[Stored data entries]
□ □ □ □ □ □ □

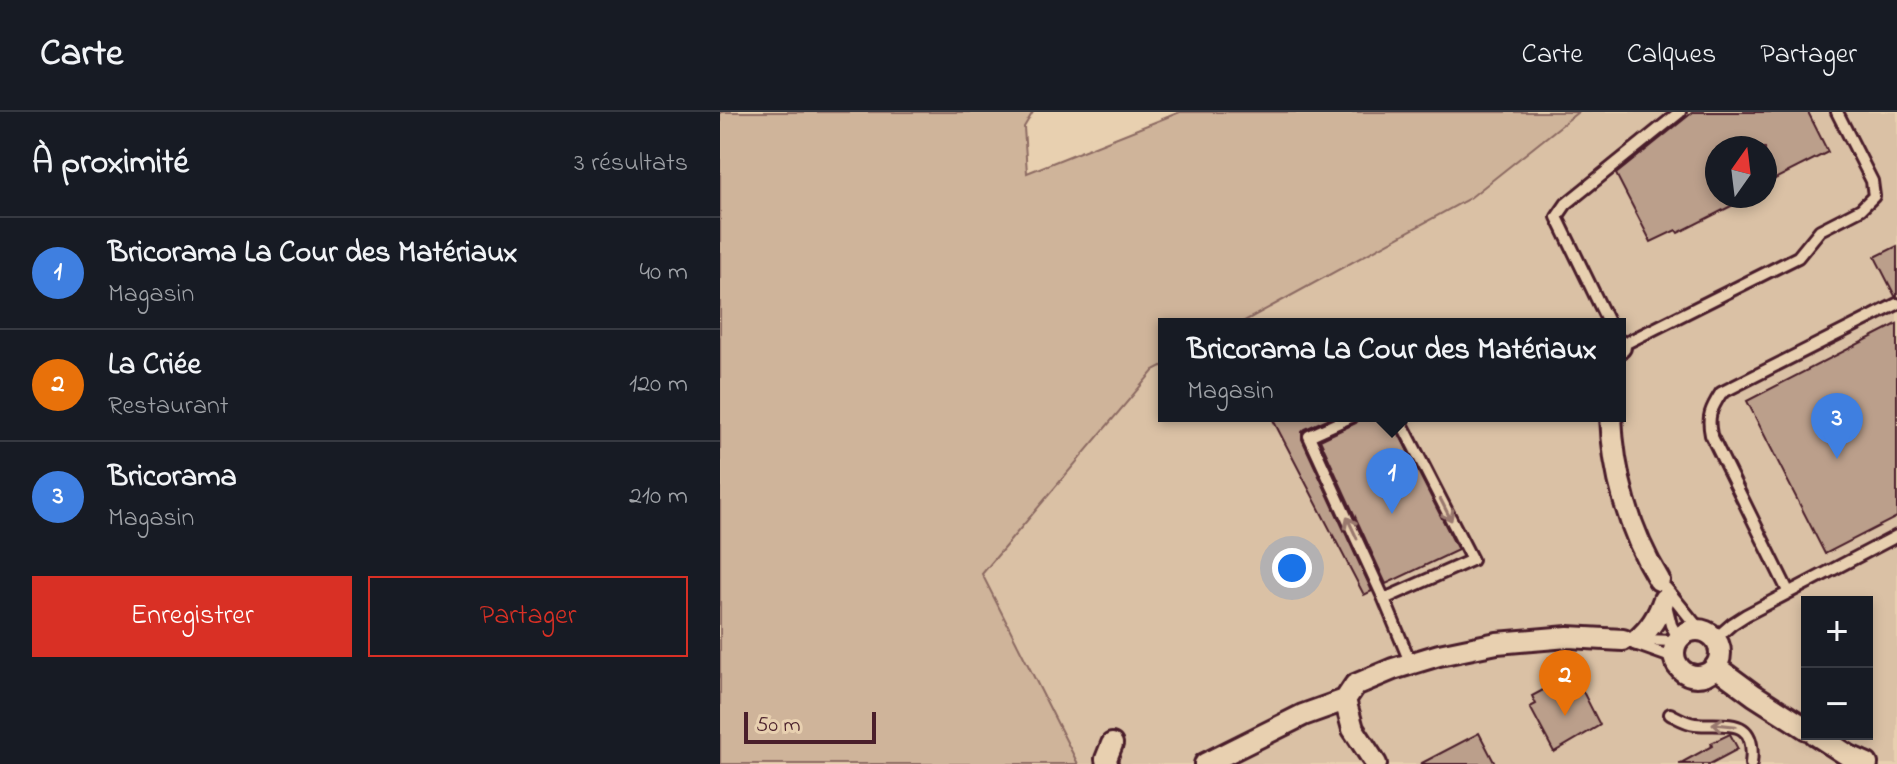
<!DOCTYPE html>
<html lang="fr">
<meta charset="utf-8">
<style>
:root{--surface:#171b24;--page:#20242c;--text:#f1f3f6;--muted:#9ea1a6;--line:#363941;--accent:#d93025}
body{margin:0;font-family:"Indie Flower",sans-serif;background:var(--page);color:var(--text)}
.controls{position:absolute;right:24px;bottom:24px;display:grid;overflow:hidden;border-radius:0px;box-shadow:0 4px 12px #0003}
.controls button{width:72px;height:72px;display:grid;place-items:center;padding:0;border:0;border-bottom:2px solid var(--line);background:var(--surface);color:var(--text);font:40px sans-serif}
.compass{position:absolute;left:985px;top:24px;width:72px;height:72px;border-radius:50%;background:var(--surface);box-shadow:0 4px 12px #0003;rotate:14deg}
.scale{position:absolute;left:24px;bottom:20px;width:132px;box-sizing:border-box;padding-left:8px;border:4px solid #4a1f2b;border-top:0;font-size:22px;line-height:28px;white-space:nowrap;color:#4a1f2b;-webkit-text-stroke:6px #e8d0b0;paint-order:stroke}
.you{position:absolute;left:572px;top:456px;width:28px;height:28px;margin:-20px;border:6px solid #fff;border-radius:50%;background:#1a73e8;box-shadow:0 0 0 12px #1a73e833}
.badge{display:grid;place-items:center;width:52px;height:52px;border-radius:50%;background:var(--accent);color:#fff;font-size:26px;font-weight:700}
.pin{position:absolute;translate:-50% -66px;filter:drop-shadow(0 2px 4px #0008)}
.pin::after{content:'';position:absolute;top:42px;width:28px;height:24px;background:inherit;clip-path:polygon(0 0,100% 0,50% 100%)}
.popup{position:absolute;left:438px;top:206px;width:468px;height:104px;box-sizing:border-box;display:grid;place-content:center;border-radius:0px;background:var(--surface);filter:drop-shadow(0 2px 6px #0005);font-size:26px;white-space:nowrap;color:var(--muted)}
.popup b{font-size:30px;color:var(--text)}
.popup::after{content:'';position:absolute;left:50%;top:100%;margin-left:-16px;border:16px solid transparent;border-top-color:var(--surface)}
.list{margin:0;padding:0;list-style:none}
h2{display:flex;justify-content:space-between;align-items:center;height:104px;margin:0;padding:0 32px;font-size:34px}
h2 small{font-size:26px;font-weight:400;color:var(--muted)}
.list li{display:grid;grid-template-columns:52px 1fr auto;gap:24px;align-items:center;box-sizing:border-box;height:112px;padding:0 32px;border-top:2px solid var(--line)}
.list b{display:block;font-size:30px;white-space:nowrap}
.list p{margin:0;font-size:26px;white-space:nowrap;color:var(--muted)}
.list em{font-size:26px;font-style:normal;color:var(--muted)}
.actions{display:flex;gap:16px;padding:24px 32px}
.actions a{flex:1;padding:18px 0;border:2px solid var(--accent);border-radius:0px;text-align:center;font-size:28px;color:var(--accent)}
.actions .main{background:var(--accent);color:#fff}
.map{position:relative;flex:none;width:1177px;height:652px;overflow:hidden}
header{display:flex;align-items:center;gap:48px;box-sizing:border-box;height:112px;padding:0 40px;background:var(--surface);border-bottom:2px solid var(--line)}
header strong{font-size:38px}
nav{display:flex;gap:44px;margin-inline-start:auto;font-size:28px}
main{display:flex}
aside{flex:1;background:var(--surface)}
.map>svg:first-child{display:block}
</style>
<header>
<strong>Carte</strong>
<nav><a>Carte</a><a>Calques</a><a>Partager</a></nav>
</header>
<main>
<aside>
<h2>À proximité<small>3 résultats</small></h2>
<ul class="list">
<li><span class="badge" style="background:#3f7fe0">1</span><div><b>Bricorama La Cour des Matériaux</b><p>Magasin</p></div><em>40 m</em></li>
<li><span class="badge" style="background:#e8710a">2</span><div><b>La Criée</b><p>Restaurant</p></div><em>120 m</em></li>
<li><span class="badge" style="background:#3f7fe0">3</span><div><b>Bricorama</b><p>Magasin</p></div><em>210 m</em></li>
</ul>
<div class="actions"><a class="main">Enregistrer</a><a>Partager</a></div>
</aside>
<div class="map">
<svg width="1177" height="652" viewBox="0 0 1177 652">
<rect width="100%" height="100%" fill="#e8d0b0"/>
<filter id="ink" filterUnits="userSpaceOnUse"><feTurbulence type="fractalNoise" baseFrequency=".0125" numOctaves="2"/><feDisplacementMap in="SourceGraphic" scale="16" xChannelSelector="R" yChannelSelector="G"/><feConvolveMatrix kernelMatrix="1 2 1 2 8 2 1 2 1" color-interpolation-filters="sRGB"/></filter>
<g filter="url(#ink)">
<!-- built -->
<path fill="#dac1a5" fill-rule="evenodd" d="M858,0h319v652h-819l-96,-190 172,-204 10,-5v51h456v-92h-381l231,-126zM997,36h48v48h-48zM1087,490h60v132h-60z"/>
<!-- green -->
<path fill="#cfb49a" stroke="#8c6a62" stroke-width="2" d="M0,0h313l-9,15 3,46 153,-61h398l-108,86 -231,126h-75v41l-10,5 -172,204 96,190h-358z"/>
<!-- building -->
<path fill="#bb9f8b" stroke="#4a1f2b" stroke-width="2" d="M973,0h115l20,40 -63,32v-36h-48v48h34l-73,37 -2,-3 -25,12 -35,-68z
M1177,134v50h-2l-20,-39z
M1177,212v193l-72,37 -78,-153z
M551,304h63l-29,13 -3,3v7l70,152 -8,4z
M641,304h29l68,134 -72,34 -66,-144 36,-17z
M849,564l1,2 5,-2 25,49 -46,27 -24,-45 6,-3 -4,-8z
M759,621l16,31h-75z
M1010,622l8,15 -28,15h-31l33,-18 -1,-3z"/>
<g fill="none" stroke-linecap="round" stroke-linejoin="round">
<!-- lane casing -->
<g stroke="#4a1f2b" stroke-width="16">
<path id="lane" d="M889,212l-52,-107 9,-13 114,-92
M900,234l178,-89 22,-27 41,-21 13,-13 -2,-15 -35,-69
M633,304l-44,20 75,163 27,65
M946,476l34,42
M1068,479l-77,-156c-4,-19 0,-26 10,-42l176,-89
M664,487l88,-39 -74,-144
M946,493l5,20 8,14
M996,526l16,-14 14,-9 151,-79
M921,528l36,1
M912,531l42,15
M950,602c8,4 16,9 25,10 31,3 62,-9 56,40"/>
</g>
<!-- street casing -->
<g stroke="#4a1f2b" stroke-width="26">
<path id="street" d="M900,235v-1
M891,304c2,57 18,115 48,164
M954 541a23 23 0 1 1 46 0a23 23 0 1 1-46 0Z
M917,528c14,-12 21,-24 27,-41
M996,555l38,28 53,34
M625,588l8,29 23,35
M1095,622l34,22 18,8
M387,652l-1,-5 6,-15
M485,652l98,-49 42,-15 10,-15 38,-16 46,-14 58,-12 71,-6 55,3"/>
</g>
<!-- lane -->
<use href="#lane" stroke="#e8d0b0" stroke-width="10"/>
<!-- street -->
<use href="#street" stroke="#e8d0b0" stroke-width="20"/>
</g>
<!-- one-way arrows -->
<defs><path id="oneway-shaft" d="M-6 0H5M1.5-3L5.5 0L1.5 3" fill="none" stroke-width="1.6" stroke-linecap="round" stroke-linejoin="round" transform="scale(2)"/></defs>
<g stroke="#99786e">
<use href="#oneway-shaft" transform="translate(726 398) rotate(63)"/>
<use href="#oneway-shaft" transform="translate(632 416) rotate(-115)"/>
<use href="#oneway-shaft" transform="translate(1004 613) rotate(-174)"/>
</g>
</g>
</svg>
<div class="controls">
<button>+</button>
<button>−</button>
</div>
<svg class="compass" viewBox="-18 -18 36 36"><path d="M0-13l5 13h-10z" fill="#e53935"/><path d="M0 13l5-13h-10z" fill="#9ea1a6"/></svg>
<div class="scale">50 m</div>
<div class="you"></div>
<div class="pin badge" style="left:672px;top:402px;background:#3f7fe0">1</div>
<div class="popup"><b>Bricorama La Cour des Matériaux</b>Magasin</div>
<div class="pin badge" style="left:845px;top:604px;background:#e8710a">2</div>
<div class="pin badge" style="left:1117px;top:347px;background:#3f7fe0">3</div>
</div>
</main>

□ □ □ □ □ □ □

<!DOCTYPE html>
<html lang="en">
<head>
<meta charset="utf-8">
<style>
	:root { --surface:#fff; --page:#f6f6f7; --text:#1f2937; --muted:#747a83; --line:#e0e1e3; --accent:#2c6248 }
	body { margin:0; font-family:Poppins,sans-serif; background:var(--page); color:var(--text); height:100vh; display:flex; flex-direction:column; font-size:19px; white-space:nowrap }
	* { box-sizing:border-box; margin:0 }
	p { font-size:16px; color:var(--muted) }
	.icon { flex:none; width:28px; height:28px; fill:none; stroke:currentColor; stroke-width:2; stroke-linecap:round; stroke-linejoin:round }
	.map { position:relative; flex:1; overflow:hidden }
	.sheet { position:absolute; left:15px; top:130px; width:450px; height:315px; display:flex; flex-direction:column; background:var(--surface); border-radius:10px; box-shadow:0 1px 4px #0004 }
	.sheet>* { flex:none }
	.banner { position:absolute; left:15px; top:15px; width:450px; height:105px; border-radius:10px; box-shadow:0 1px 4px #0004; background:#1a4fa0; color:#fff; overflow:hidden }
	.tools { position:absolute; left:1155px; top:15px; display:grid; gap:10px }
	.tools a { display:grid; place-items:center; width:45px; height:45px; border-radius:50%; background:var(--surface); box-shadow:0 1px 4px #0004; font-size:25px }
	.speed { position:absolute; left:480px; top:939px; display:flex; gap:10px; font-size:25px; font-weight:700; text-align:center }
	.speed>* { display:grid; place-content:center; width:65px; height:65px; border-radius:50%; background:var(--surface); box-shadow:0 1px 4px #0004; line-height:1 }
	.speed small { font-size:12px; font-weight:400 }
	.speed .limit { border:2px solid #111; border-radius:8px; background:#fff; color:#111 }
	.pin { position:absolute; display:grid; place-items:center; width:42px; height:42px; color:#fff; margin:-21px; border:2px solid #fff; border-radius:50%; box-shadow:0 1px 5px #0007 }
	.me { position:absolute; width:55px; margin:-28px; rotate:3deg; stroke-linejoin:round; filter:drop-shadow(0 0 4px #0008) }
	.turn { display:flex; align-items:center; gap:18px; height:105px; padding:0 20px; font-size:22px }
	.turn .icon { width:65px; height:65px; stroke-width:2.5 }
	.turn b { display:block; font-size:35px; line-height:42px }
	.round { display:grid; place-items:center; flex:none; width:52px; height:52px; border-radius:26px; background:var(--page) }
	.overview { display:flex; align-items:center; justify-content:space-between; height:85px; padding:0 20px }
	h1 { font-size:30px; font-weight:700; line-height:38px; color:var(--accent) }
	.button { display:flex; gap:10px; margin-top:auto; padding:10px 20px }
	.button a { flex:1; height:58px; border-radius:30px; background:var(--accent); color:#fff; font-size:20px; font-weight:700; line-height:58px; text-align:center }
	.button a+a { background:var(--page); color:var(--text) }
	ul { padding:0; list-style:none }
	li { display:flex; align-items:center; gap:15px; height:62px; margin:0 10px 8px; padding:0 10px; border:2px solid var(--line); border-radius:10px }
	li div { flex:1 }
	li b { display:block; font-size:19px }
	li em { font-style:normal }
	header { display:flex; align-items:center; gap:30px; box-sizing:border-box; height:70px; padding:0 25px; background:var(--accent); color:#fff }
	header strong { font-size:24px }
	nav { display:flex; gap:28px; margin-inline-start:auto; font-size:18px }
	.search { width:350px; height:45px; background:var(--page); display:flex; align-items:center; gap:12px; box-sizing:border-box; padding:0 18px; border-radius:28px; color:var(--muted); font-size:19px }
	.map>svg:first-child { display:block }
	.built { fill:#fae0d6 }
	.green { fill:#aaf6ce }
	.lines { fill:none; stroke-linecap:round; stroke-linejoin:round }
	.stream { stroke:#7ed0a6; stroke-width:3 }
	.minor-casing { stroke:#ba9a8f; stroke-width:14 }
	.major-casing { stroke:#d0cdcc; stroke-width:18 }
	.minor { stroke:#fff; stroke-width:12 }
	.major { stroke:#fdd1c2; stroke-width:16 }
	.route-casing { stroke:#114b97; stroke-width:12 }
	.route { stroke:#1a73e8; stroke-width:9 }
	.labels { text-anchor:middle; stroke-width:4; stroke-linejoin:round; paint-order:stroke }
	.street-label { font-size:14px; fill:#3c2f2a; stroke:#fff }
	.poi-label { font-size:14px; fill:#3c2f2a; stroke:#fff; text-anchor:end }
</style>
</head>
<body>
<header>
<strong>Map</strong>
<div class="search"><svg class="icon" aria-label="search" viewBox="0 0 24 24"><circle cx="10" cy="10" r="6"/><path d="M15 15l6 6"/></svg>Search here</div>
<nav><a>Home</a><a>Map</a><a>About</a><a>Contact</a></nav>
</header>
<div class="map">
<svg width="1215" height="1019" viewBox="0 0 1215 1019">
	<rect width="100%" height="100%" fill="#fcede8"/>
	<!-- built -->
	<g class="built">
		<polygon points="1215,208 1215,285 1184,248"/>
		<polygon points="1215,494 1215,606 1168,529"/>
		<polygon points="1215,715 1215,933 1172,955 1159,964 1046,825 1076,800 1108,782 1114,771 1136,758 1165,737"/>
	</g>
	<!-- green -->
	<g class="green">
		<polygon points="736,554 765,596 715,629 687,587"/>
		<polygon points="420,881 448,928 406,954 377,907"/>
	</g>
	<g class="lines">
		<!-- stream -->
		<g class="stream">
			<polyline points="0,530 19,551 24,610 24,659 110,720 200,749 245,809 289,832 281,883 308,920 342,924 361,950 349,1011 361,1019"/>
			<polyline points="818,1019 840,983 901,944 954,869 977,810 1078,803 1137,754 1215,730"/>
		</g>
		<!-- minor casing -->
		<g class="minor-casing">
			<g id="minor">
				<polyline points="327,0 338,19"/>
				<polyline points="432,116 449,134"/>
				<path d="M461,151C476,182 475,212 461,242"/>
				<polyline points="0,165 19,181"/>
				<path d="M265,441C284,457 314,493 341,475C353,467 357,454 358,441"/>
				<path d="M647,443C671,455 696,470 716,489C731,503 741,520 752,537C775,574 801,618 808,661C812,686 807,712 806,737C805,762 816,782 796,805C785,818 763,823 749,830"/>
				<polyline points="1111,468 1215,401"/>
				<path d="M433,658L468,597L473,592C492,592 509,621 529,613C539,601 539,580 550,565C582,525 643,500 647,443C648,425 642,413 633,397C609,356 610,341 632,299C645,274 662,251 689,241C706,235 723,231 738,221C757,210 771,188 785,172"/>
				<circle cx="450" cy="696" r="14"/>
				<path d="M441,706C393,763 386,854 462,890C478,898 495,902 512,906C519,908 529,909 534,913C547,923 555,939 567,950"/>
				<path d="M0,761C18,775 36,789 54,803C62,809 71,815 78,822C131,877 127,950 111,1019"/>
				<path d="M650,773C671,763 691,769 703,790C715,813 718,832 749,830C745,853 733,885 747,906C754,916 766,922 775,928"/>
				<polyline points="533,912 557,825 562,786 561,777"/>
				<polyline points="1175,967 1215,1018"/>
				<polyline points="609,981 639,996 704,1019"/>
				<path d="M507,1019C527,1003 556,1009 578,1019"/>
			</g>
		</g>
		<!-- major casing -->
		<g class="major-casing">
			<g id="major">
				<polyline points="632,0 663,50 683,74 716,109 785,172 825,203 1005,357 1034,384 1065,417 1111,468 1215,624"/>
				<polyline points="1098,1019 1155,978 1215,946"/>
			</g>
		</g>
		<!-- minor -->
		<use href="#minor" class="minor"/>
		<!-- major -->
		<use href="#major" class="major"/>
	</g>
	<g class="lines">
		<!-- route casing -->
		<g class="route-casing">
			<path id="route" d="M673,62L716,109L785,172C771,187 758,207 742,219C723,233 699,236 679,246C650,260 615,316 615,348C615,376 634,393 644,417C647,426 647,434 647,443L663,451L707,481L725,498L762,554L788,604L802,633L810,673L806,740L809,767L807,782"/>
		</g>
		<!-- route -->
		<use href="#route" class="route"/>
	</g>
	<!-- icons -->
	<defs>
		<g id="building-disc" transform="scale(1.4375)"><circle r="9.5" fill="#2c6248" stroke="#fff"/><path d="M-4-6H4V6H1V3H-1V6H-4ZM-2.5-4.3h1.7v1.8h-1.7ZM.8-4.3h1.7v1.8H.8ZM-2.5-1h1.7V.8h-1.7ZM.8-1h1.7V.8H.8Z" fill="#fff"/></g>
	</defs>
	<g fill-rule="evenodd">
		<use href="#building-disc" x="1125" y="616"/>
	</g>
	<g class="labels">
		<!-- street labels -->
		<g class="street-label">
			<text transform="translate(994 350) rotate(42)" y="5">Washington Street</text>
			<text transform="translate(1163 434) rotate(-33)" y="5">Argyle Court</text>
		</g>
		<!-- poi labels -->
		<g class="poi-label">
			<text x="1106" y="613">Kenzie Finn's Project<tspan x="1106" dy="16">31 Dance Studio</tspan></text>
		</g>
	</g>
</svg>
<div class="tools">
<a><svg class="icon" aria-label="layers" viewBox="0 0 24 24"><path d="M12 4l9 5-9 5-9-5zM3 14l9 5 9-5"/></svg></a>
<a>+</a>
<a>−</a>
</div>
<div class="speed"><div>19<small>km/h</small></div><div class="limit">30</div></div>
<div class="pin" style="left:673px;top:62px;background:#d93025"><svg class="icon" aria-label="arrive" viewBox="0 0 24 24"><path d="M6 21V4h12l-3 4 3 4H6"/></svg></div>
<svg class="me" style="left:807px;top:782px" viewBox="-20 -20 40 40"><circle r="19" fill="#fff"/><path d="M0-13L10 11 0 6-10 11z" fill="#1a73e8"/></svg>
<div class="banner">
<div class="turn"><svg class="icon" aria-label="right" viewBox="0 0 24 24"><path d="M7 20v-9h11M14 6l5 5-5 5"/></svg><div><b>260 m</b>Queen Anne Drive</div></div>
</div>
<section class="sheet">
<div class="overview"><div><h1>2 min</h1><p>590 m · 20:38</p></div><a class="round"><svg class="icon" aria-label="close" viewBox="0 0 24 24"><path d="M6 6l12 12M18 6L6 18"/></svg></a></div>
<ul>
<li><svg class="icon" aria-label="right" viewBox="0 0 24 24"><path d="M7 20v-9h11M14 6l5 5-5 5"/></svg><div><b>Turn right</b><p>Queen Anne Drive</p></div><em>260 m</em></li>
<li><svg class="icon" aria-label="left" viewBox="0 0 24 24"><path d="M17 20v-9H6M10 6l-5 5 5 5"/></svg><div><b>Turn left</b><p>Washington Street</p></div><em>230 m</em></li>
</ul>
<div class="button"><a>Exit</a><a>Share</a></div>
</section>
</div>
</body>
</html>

□ □ □ □ □ □ □

- [EXERCISE DESCRIPTION]
Copy out, from the data above, each line where the string "after" is present.

- [EXPECTED ANSWER]
.pin::after{content:'';position:absolute;top:42px;width:28px;height:24px;background:inherit;clip-path:polygon(0 0,100% 0,50% 100%)}
.popup::after{content:'';position:absolute;left:50%;top:100%;margin-left:-16px;border:16px solid transparent;border-top-color:var(--surface)}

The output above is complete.